Just look at the cover of this novel and be sure that you found your ideal beach book. Funny enough, titled Beach Read, this novel by American author Emily Henry is a real summer romantic drama that will occupy your attention until the last page, along the way providing an interesting, subversive approach to the genre itself.

Set during the warmest part of the year, this book follows two writers who, after years of mutual intolerance, unexpectedly meet at the same resort. Realizing that despite their efforts, they can’t ignore each other any more than they can escape their own problems, January, a popular romance novel author, and Augustus, a writer of so-called ‘serious’ literature, agree to spend the rest of the summer together in order to get rid of their writer’s block.

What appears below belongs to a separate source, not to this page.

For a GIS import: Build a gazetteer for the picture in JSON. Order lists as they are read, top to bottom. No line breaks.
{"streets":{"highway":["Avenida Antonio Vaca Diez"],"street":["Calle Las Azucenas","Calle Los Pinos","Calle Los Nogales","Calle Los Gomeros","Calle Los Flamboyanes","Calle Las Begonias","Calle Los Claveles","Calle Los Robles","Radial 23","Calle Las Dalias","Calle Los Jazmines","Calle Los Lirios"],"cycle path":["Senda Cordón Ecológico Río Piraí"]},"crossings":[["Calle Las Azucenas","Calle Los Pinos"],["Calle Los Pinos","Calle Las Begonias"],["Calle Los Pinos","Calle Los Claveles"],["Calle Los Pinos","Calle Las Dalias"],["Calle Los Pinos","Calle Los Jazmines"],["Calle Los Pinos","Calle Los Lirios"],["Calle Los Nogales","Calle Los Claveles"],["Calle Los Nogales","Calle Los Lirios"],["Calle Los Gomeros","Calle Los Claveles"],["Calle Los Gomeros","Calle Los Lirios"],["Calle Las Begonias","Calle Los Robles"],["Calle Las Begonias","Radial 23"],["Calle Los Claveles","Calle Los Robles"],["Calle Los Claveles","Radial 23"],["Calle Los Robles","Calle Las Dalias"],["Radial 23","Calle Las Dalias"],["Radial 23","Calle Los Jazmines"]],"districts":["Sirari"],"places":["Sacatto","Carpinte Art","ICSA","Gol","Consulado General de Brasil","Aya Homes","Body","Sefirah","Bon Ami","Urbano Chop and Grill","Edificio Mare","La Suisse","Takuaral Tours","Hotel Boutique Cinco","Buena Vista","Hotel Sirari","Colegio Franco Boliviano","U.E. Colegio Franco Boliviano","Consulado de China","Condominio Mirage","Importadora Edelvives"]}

The final product is more than entertaining, and with an excellent balance between introspection, character development, and unexpected humor, we have a novel in front of us that will dispel all stereotypes we have about beach reads.

 

The Seven Husbands of Evelyn Hugo – Taylor Jenkins Reid

If you like old Hollywood, Elizabeth Taylor, and books that you can’t put down, then The Seven Husbands of Evelyn Hugo by Taylor Jenkins Reed is the right pick for you. Not only does this novel introduce us to an endlessly interesting and intriguing main character, movie star Evelyn Hugo, but it also provides us with all the glamor and opulence that cinematography from the era of Marilyn Monroe and other similar giants brings with it.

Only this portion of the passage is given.